Project 2. Regulatory interplay between R-loops and transcription.

Transcription by RNA polymerase II (RNAPII) is essential to all cellular processes and hence to the adaptive response of cells to internal and external stimuli. The interplay between R-loops and transcription remains incompletely understood: R-loops have been reported to play a regulatory role in transcription initiation and termination. In addition, accumulation of R-loops during transcription can lead to genomic instability and multiple mechanisms have been proposed for R-loop-associated genomic instability. We developed RNA-DNA Proximity Proteomics to map the R-loop proximal proteome in human cells using quantitative mass spectrometry. We implicated different cellular proteins in R-loop regulation and identified a role of the tumor suppressor DDX41 in opposing R-loop and double-strand DNA break (DSB) accumulation in gene promoters. DDX41 is enriched in promoter regions in vivo and can unwind RNA-DNA hybrids in vitro. R-loop accumulation upon loss of DDX41 is accompanied by replication stress, an increase in the formation of DSBs and transcriptome changes associated with the inflammatory response. Germline loss-of-function mutations in DDX41 lead to predisposition to myelodysplastic syndrome (MDS) and acute myeloid leukemia (AML) in adulthood. We proposed that R-loop accumulation and genomic instability-associated inflammatory response contribute to the development of familial AML with mutated DDX41.

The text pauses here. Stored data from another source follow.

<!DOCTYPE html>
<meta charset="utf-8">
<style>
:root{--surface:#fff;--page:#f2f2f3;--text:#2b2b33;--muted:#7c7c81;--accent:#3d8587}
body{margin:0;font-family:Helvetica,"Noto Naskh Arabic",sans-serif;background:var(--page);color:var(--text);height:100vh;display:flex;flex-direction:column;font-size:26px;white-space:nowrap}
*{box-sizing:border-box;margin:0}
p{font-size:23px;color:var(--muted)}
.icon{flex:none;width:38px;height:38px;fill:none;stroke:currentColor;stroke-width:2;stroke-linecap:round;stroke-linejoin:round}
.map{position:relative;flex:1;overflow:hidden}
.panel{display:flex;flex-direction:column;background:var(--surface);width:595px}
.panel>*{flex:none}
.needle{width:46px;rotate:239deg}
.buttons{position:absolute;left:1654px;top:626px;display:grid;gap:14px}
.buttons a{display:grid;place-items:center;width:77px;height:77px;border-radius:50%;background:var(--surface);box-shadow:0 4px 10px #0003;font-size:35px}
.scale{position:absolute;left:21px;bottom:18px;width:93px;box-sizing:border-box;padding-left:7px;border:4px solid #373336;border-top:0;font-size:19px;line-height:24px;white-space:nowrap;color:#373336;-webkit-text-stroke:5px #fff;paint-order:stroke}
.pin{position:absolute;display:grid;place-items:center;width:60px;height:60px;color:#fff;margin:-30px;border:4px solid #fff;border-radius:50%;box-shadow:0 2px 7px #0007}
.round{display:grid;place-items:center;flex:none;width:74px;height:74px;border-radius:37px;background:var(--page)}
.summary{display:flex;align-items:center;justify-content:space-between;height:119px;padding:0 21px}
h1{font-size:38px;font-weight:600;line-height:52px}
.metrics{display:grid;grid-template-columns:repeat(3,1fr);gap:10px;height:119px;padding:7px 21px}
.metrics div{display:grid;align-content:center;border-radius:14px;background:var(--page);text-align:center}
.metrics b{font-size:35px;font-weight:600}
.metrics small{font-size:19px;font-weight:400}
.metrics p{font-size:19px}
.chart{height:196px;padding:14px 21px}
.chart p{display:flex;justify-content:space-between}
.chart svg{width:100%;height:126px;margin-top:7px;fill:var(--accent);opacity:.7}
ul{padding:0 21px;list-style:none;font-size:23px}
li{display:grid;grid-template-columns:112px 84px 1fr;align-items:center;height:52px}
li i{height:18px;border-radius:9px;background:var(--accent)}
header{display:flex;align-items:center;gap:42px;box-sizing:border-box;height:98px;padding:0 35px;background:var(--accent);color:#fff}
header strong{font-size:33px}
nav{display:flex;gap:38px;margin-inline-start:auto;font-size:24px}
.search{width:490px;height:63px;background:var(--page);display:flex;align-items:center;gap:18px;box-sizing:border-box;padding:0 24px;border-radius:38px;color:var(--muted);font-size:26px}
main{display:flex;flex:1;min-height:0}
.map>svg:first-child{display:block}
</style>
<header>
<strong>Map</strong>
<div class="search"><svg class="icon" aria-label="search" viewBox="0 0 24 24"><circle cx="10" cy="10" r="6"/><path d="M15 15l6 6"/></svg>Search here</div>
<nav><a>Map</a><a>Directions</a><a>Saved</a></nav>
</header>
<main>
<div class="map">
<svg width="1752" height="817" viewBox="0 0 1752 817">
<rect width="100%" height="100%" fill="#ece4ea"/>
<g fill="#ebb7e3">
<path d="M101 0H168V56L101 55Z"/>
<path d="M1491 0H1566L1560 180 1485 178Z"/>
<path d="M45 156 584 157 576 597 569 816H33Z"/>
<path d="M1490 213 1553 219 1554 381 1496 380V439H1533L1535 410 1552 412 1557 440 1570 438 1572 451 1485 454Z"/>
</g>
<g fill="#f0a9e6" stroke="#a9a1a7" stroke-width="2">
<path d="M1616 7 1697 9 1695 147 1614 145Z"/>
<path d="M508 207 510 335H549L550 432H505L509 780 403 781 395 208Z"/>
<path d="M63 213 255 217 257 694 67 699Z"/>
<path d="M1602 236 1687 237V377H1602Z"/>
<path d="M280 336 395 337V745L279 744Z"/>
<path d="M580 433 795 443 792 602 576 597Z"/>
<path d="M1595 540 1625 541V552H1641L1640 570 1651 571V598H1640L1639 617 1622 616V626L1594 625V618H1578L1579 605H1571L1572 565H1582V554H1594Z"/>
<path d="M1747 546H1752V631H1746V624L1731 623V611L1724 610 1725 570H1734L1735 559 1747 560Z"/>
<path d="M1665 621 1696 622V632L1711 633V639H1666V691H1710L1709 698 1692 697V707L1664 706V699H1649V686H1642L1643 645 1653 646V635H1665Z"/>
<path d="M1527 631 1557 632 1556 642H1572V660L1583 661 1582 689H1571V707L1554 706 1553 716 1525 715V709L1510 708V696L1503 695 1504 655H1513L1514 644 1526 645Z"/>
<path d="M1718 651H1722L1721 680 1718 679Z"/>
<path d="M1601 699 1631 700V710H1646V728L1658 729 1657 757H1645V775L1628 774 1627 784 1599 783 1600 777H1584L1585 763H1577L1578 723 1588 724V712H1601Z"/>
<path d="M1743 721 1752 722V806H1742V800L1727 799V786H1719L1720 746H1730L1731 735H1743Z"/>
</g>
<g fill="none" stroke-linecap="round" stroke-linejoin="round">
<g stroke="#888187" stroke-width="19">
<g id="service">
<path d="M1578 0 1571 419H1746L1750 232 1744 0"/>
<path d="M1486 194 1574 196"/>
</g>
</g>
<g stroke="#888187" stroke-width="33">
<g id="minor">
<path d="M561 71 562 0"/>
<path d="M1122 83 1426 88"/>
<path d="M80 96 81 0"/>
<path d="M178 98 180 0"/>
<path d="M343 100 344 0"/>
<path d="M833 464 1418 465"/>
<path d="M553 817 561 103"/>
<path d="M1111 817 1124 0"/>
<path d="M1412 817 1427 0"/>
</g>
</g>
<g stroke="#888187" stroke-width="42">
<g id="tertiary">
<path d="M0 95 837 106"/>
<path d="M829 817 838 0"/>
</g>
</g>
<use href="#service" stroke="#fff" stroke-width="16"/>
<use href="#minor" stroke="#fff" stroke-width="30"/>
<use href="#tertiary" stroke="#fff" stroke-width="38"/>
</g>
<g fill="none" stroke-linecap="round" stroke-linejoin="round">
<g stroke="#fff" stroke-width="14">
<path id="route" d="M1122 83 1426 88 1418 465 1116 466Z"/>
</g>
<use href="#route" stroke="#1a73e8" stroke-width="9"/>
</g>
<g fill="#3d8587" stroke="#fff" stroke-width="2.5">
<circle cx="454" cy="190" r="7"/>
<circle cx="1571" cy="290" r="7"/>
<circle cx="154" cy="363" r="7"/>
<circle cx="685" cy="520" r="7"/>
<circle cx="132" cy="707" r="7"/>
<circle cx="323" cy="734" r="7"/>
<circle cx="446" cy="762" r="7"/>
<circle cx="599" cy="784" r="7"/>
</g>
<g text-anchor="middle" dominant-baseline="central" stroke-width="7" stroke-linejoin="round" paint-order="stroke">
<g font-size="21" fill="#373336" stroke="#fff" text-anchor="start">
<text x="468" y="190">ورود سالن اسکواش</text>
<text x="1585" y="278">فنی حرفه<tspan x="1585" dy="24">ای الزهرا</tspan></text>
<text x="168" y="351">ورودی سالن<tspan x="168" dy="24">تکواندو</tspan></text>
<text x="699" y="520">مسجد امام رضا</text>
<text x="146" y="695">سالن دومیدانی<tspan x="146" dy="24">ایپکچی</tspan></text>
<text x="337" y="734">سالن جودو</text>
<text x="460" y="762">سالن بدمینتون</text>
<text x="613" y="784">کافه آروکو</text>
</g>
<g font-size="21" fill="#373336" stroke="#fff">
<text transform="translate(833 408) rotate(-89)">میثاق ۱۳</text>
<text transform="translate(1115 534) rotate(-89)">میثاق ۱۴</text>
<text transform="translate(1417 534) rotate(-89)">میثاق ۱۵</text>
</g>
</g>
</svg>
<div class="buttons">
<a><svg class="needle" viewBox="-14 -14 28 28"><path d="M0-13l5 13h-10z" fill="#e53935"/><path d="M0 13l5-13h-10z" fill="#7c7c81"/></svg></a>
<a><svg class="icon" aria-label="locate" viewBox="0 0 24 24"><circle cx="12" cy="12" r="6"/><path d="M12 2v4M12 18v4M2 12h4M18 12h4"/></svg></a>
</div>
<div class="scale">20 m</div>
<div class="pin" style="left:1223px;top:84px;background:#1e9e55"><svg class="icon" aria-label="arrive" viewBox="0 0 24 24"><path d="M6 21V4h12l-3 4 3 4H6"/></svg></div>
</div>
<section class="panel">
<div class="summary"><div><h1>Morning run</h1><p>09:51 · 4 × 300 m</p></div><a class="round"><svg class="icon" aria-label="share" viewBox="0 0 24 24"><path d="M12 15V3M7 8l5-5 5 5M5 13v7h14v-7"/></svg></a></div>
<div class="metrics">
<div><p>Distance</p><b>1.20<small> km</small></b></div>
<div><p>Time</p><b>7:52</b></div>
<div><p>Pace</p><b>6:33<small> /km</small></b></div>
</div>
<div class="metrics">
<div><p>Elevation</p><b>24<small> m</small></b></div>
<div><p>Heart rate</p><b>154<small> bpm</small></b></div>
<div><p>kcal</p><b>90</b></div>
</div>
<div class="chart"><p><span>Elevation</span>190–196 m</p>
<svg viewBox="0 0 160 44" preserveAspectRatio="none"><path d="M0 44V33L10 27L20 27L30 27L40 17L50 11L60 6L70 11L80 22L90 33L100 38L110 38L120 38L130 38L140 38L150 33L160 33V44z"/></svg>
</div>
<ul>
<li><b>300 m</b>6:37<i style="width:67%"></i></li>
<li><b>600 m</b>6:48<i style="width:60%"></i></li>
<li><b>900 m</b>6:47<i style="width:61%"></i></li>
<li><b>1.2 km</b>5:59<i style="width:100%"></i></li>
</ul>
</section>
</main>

Figure 1. Tumor suppressor DDX41 opposes R-loop accumulation in promoters of active genes. Pathogenic DDX41 variants in AML display impaired RNA–DNA hybrid unwinding activity, leading to the accumulation of R-loops at promoters. Accumulation of R-loops in promoters results in increased replication stress, DSBs, and inflammatory signaling.

In this project, we aim to investigate the role of DDX41 in counteracting transcription-associated DSBs in human HSCs). To this end, we will optimize the genomics approaches for mapping R-loops and proteomics for mapping R-loop-regulating proteins in hematopoietic stem cells, and we will develop a new method for robust R-loop detection using a probe based on the hybrid-binding domain of RNaseH1.